In Oregon, there are at least four kids who have been separated from their families at the border, said Lisa LeSage, executive director of Immigration Counseling Service, a nonprofit in Oregon that represents unaccompanied minors.
In April, the U.S. Department of Justice announced a zero-tolerance immigration policy. The policy calls for anyone entering the United States illegally to be criminally prosecuted. Some parents and children crossing the border together have also been separated from one another.
On Wednesday, President Trump signed an order that calls for detaining parents and children together. But since early May, more than 2,300 kids have been separated from their parents, according to the Department of Homeland Security.
"This is not a story that is just taking place along the border," said LeSage. "Stuff at the border grabbed attention, but this is an ongoing issue ... That narrative doesn't stop if President Trump decides to sign some new policy."
The children in the Northwest are in the custody of the Office of Refugee Resettlement.
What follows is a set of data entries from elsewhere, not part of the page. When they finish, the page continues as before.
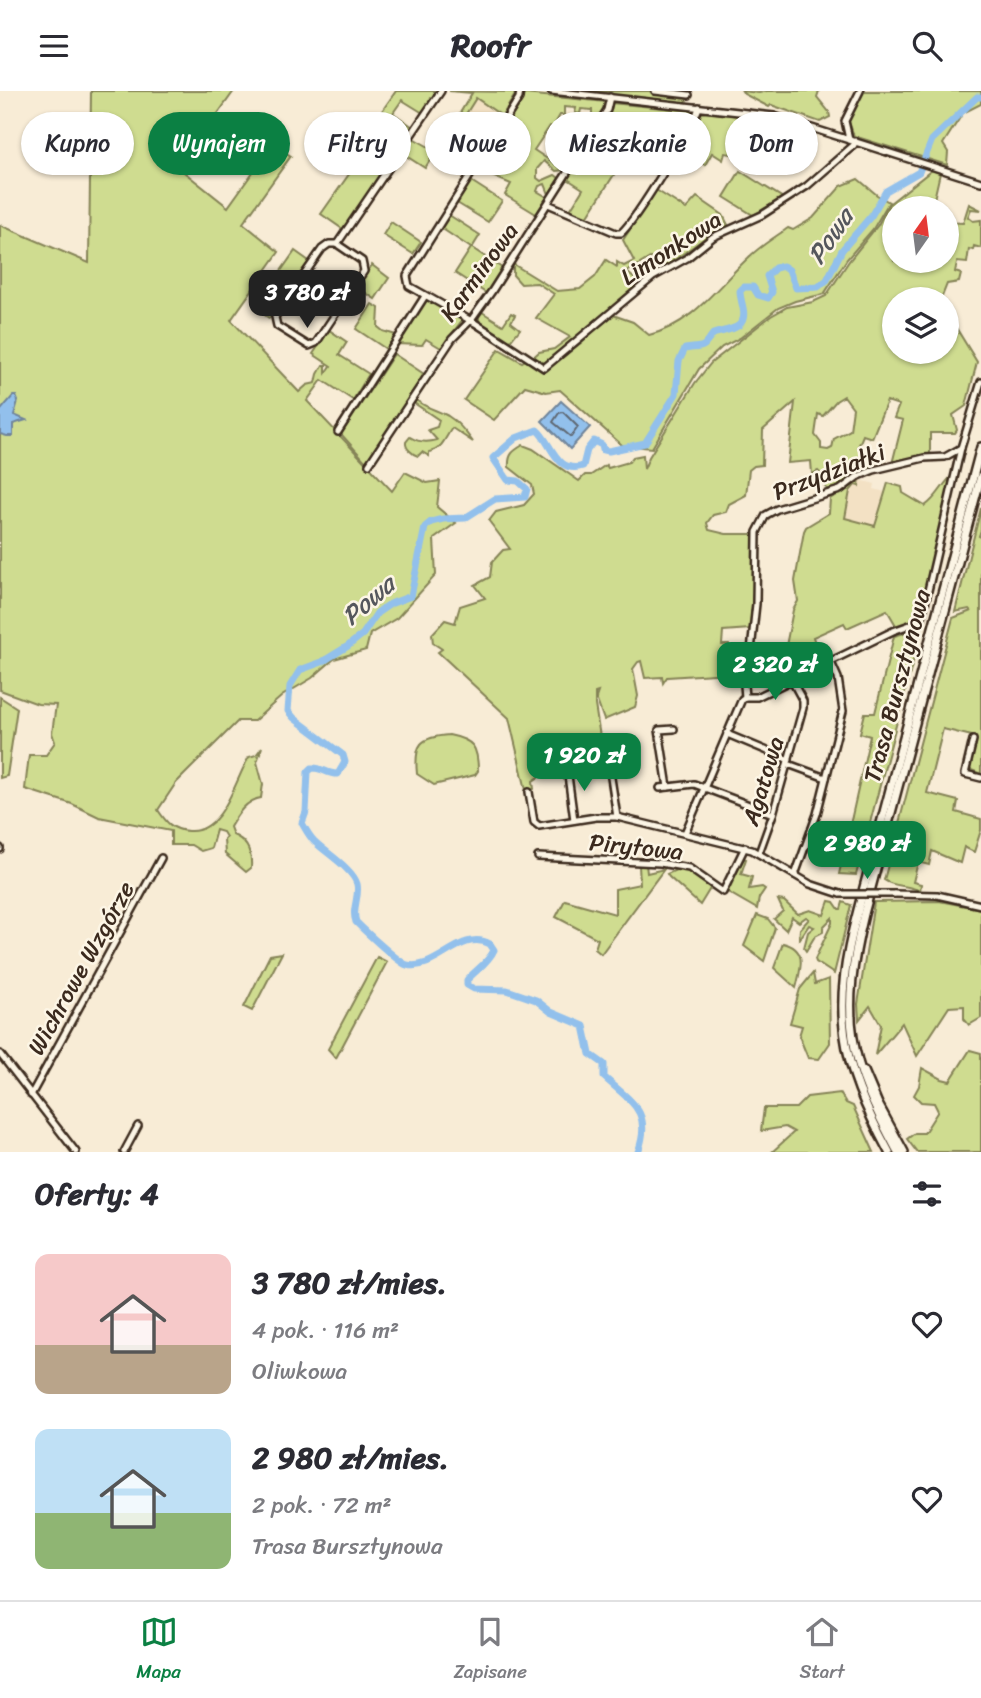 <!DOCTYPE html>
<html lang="pl">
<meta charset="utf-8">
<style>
body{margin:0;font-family:Sriracha,sans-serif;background:#f7f7f7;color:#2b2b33;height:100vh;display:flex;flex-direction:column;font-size:26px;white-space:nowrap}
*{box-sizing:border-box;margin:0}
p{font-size:23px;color:#7c7c81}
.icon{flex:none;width:38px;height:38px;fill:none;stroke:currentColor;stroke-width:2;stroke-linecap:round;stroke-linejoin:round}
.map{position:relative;height:1061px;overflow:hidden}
.panel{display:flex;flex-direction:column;background:#fff;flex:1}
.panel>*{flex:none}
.top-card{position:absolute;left:21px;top:21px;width:940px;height:63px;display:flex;gap:14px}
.needle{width:46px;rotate:14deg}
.tools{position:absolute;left:882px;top:105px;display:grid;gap:14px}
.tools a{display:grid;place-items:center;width:77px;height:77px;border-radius:50%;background:#fff;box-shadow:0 2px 5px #0004;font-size:35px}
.price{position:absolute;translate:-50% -60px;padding:0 16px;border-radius:14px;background:#0b8043;color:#fff;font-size:23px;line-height:46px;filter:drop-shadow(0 2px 4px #0008)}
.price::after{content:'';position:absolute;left:50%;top:42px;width:21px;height:16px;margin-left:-10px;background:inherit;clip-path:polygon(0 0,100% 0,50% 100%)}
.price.on{background:#222;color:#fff}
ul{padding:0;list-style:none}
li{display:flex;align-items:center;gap:21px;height:175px;padding:0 35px}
li span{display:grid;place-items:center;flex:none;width:196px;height:140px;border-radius:14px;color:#555}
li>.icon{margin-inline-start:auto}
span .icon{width:84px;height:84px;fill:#fffc;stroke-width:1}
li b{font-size:30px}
h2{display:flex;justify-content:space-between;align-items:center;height:84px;padding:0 35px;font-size:30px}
.pill{padding:0 24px;border-radius:32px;background:#fff;box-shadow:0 2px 5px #0004;font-size:24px;line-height:63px}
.pill.on{background:#0b8043;color:#fff}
header{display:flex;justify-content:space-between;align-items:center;height:91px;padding:0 35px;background:#fff;font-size:32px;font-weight:700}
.dock{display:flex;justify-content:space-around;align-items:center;height:98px;border-top:2px solid #e1e1e2;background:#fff;font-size:19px;color:#7c7c81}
.dock a{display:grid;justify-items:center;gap:4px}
.dock .on{color:#0b8043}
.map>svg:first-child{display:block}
.built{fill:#f3e1c4}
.green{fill:#cfdc90;stroke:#858357;stroke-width:2;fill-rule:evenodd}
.water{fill:#92c0ec;stroke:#6f849a;stroke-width:2}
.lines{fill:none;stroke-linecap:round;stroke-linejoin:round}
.shore{stroke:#5e6670;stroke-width:2}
.river{stroke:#92c0ec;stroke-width:7}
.minor-casing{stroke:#3b2a1e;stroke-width:10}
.major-casing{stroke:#3b2a1e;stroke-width:12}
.minor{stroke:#fcf5e5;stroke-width:5}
.major{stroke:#fcf5e5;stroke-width:7}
.minor-bridge-casing{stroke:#3b2a1e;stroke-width:10;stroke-linecap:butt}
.minor-bridge{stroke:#fcf5e5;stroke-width:5}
.labels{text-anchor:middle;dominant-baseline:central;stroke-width:5;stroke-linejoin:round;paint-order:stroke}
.street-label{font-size:24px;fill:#3b2a1e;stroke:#fcf5e5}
.water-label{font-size:26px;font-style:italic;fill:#55575c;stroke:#fcf5e5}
</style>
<header><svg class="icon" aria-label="menu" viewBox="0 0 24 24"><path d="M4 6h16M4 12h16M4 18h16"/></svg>Roofr<svg class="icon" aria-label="search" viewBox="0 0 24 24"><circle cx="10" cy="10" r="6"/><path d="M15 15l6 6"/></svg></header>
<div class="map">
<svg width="981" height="1061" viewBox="0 0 981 1061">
<rect width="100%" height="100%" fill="#f8ecd6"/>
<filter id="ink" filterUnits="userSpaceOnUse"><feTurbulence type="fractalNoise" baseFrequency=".0143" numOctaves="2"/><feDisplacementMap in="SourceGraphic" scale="14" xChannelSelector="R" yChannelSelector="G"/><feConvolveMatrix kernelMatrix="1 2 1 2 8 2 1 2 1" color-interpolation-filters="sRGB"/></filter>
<g filter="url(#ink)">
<g class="built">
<path d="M474,0H500L514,5L491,42L460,22Z"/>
<path d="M860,389L875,393L874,398L885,401L876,435L845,428L850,400L855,394L859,395Z"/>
</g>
<g class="green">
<path d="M91,0H234L179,77L228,116L273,53L291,65L243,132L279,161L231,229L299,301L307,294L316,292L318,283L323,274H326V282L331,275L313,263L329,239L347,251L339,264L369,283L353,309L322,289L307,310L392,400L405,381L427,392L440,390L437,416L456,432L434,448L436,484L397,527L370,543L366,559L334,568L312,587L282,605L254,630H238L176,692L158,719C166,731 172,739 188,740C223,743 234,691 249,666L256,664L262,656L257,671L263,693L261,707C246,709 237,724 230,736L233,744C248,750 252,763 251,777L246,781L225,763L224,748L226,746L223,741L216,739L211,757L201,760L191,754H171V740L99,726L72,713L25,698L29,664H46L55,651L52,642L56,614L38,613L0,599V134L89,172Z"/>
<path d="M396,0H438L423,22L402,9L393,22L413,36L344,139L321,123L371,52L363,47Z"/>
<path d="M449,0L513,1L515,4L502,25L476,7L466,23L488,37L497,29L499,30L493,43L460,22L472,2Z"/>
<path d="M566,0H648L684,4L688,6L686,11L681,12Z"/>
<path d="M742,0L759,2L767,0H819L817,6L829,21L830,26L820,31L771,14L769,16L744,3Z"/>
<path d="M864,0H981V13L963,22L943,53L948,61L947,74L854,45L848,28Z"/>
<path d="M524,3L607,11V15L597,28L592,24V19L581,18L580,23L575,22L576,17L564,16V24H560L555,33L564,39L567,35L571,37L569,42L578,48L582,41L585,43L588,34L594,32L580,54L550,35L534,59L564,79L556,80L544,70L537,78V87L541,90L555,84L559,87L549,103L545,93L539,95L537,100L547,106L536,123L505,104L511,93L478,79L499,44H507L511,29L510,24Z"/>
<path d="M611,12L695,20L694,24H689L654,21L587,126L570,119L583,98L566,87L603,30L609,33L605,39L614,44L618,39L623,42L619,48L628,53L637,43L605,24Z"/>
<path d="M707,21L764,28L763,38L760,39L744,37L742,51L761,55L758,67L725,62L723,69L712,62L705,74L681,59L699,26L702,22Z"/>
<path d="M413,47L436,60L425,77L403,63Z"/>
<path d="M932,79L940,82L932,117H894V170H947V131L963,132L969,113L981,119L971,118L968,126L973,130L981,129V157L974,155L973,159L969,158L967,172L957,171L955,181L961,183L959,191L947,193L941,208H894V261H947V222L977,271L966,315L953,324L957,339L955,342H930V364L892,373L903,329L894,327L899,314L887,310L872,347L863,344L858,356L875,365L872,378L842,397L830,401L822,392V384L818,380L812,383L811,370L788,372L795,311L763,339L762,374L754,375L749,379L746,404L729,413L726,421L713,424L707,432L709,439L726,443H754L755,476L750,538L723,540L722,554H729L730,569L749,568L746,581L667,586L663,592L662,586L645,587L641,570L638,571L633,578L638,605L635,616L604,629L596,607L598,601L595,602V614L600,646L533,690L534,698L526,699L509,627L438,561L442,558L433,552L432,543L445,529L455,532L460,515L485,507L475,494L490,486L492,471L503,459L510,458L489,430L496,421L524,414L534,403L532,394L509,376C508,363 513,360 523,354L533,358L579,390L585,384H591L606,374L608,377L629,371L633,366L643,364L644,378L649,366L695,292L711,272L771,225L787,216L813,211L826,205L849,170L878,134L889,113ZM844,305L853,317L850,339L834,348L832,357L828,359L821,358V352L815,344L818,323L823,325L836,310Z"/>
<path d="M740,80L783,107L753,124L724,106Z"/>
<path d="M858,88L877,104L889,111L873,138L847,168L824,203L795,210L778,217L740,247L722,256L699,278L652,357L622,354L560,299L546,301L525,295L494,329L464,309L499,258L522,271L527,268L546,279L582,251L610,223L633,231L649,244C693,233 716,197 748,167C760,155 775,146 788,137L793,139L813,127L841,95Z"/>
<path d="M471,90L502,110L488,131L457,112Z"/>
<path d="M656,99L686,118L697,106L723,124L729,136L712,142L665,176L650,167L627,181L639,192L546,273H540L531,268L539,261L554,258L570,246L536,227L554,203L537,192L521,193L513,184V173L557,200L580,198L595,186L606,169L617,176V171L624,175L634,170L623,149Z"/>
<path d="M449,124L480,144L472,157L502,177L486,202L455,182L471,157L441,137Z"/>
<path d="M391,131L421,151L413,163L383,144Z"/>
<path d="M295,160L309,170L269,227L255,217Z"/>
<path d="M372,174L389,187L375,208L357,196Z"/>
<path d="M428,208L463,228L441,257L426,248L422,254L397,253L425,209Z"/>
<path d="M372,213L379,217L378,236L383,240L396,244L386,258L356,238Z"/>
<path d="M482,221L503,234L511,222L515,224L511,231L520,238L508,253L479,234V226Z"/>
<path d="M394,263L424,283L366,371L341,343Z"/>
<path d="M416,309C426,317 437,319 448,325C458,331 466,341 473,351L452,337C445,347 442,359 429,361V365L422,361L418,365C412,363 405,357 406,351L410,346C418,351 427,352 437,349L428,339L437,336L439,329L414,312Z"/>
<path d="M953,384L919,528L897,536L887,519L847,537L844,532L813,546L815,552L787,567L785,560L793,519L798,510L795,490L804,440L806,436L829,422L830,408L860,387L859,395L855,394L850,400L845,427L875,435L888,392L902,396L903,402L925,415C939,405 942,393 953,384Z"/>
<path d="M981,417V439L979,445L981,446V683L969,678L976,646L943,638L927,702L958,710L956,721L981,728V739L974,761L964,756L960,772L932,760L929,774L918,771L913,791L921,793L920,800C908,793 895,797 884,789L953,527L971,520L969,518L955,521Z"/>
<path d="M922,537L856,784L839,783L870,645L860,642L865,622H875L894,545Z"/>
<path d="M0,606L17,617L7,685L0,687Z"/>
<path d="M449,644C474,649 478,656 478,680L475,684L434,694L417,683C414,653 420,646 449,644Z"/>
<path d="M742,767L746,768L741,783L752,786L749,798L762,796L765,798L759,807L757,818L726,800Z"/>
<path d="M646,773L647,782L664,778L601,863L595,858L598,848L556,826L565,809L615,823V798L640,793L639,774Z"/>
<path d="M678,778L694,782L711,796L700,814L669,786L667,783Z"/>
<path d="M778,809L784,810L798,823L810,819L824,824L829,810L834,811L839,818H841L843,811L851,814L834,883L816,871L815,868L832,832V827L823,836V841L815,845L806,860L804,857L808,841L814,836L809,834L799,849L800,838L809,828L806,826L799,831L792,826L786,839L774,828L783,820Z"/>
<path d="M939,810L981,818V927L969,934L964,928V915L949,916L917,965L902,932L875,964L881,934L870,915L859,929L858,913L874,811Z"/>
<path d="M757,824L768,828L775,837L764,870L744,855Z"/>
<path d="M783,852C808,858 801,877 796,897L774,877Z"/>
<path d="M282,862L252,920L244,916L270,864Z"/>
<path d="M377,866L387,871L336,967L328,958Z"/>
<path d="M813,882L815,893L829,888L830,952L819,968L808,967L799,945L802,935L790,932L800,898Z"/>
<path d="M970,959L981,962V1061H917L907,1048L915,1042H924L938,1020L934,1012L921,1011L914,1004L919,995L922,977L942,988L950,990Z"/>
<path d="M840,1002L846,1012L853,1015L874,1061H772L794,1041L785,1036L761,1040L764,1017H796L807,1006Z"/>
</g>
<g class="water">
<path d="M13,305H16L18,310L14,324L26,329L13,333V345H7L0,343V320Z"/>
<path d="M561,310L590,336L570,358L542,330Z"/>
</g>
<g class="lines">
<path class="shore" d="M563,321L578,336L571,346L553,331L559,322Z"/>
<path class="river" d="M638,1061C653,1020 631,1011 604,986V973L590,963L584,935L551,921L536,909L507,899L474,898L467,894V889C476,879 489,871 494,859L490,853C461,837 436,881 407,874C398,871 365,840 356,831C351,818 360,806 357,793C353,778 326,762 314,750C309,745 306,739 302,732L306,721L308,681L312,677C322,676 328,684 338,683L345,671L343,664L294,627L288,620L290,595L300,579L322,571L348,555L363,543L377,522L390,513L411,505L425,436L431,431L443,428L465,427L495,408L525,406L527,398L518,390L508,389L493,367L516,347L537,339C551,350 556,384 583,375L587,359L594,350L602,354L603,359L609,360L645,352L676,303L679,270L685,258C705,254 700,261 713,243C728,238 748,239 743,217C742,211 740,207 740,200L744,196H753L758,204L768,207L772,201L767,185L775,177L783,175L789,179L796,197L818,196L827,189L842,159L871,125L886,100L919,81L932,49L977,6H981"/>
<defs>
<g id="minor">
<path d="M520,0L519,7L407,185L409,195L475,232L544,277L653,186L687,167L713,146L762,124L807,95L854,54L855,50"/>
<path d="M551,0L774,25L981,91"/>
<path d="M655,0L689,4"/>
<path d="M849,48L845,30L860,0"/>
<path d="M548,113L616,142H621C635,130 695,33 699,16"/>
<path d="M329,153H337L362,170L364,180L316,252L309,255L277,235L275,226L322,158Z"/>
<path d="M337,153L441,0"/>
<path d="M338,341L425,205"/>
<path d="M369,373L452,248L472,228L492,200L607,19L610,6"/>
<path d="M745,606L744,594L750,569L756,513L757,441L766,424L777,418L840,399L857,386L874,379L924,367L945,366L961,357"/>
<path d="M727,643L789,669"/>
<path d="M973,649L965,683L981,687"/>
<path d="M606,654L617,726"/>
<path d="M788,673L826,687"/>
<path d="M567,677L574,729"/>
<path d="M668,696L659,639L674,638"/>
<path d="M660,697L694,693L773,723"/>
<path d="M529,701L534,731L539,735L596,726H617L752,759L810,793L840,803"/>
<path d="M685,742L742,608L745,606H757L893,540L921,530L961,357L981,291"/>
<path d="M0,758V757"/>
<path d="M759,762L773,723L803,617V610L791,588"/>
<path d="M538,766L660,772L689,777L723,801L745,756"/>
<path d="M795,784L817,723L843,620L838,587L830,569"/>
<path d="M894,803L937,804L981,814"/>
<path d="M0,963L76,1061"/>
<path d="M31,1004L161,767"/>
<path d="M124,1061L138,1035"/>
</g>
<g id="major">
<path d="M864,980L878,1013L904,1061"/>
<path d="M889,1061C839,969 831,920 858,819L981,356"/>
<path d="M898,1061C848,970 839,925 864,823L981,385"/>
</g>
</defs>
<use href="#minor" class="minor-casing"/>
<use href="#major" class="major-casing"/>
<use href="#minor" class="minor"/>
<use href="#major" class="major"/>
<defs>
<path id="minor-bridge" d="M840,803H894"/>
</defs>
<use href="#minor-bridge" class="minor-bridge-casing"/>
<use href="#minor-bridge" class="minor-bridge"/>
</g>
</g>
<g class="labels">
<g class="street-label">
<text transform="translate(671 157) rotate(-33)">Limonkowa</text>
<text transform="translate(479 181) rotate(-54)">Karminowa</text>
<text transform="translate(829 381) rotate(-21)">Przydziałki</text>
<text transform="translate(897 595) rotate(-75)">Trasa Bursztynowa</text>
<text transform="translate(763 690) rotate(-73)">Agatowa</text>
<text transform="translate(636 756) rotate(6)">Pirytowa</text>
<text transform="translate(81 877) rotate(-61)">Wichrowe Wzgórze</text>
</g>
<g class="water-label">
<text transform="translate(830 145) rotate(-56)">Powa</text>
<text transform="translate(368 509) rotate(-41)">Powa</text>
</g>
</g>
</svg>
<div class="tools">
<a><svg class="needle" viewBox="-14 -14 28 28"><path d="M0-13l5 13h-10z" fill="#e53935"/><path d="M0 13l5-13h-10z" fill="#7c7c81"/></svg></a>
<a><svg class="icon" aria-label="layers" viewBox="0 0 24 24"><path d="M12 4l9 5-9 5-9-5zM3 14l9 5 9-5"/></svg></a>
</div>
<b class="price on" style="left:307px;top:239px">3 780 zł</b>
<b class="price" style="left:775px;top:611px">2 320 zł</b>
<b class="price" style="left:584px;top:702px">1 920 zł</b>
<b class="price" style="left:867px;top:790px">2 980 zł</b>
<div class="top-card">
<a class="pill">Kupno</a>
<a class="pill on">Wynajem</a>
<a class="pill">Filtry</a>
<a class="pill">Nowe</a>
<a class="pill">Mieszkanie</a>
<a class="pill">Dom</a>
</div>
</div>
<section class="panel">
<h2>Oferty: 4<svg class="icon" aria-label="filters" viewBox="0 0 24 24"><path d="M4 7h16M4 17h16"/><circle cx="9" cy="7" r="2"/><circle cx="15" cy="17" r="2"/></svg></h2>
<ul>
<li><span style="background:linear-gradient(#f6c9c9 65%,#b9a48a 0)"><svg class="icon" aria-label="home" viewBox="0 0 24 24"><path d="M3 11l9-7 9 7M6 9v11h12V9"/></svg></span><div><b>3 780 zł/mies.</b><p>4 pok. · 116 m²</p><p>Oliwkowa</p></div><svg class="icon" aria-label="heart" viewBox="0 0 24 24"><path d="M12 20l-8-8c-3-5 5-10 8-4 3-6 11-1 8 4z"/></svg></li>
<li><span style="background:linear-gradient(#bfe0f5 60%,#8fb573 0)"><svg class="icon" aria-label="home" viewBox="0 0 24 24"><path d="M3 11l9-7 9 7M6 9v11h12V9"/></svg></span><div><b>2 980 zł/mies.</b><p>2 pok. · 72 m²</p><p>Trasa Bursztynowa</p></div><svg class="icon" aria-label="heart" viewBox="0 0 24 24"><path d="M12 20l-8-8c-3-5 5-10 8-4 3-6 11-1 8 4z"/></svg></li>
</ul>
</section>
<nav class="dock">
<a class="on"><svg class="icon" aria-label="map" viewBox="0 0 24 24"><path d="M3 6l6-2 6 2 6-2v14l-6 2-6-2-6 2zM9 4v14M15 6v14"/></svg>Mapa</a>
<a><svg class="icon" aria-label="saved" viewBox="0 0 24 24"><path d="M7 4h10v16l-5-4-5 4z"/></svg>Zapisane</a>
<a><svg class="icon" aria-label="home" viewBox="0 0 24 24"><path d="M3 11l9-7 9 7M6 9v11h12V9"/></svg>Start</a>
</nav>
The agency has contracts with facilities across the country to house unaccompanied minors, including those separated from their parents under the Trump administration's border policy.
LeSage couldn't provide details about the children sent to Oregon other than they're at a shelter in Multnomah County. She also said they're not infants.
Gwilym said she's personally met with all the children in Washington. KIND provides representation for unaccompanied immigrant kids in immigration applications and removal proceedings.
All the kids in Washington are from Central America and they're between 12 and 17 years old, she said. Six of the nine kids are being housed together, Gwilym said. All are in short-term shelter care in King and Pierce Counties, where they also go to school.
"What we have in Washington state, it's not the massive facilities like they're putting in the border," Gwilym said. "These are all kids that have come from those places."
Gwilym said the kids have experienced extreme poverty and violence.
"They're truly refugees," she said.
LeSage added that family separations often happen away from the border as well.
"These are things that are happening every day when ICE knocks on the door or does a workplace raid and families are instantly separated," LeSage said. "If there's a single parent taking care of a kid, suddenly you have a problem."
Some of the kids in Washington shelters have parents who have been deported, Gwilym said, others are worried because their parents remain detained and the kids haven't been able to communicate with them.
Gwilym said most of the kids speak Spanish, but many of their parents speak indigenous languages.
"That makes the kids really worried about who is communicating for my parent and what's going to happen to them," she said.
Most of the kids now know where their parents are, she said, but none are in Washington.
"There's no connection between the kids having been transferred to Washington state and where the parents' location is," Gwilym said. "They just transfer them to where there's an open space."
Initially, children are taken into custody by the Department of Homeland Security. From there, they're supposed to get transferred to the Office of Refugee Resettlement. Most of the time that agency is able to find a sponsor to release the child to, Gwilym said.
In cases involving unaccompanied minors, more than 90 percent get released to a sponsor, she said. Sponsors are usually family or friends and must go through extensive background checks.
"There's a smaller portion of the kids who don't have anyone to be released to or the sponsor doesn't pass the checks or doesn't turn in the paperwork; there's a lot of reasons that could be the case," she said. "In that case, those kids stay in ORR custody until either they have immigration relief or they turn 18."
They risk being transferred to adult detention on their 18th birthday. But Gwilym said her office works to prevent that from happening.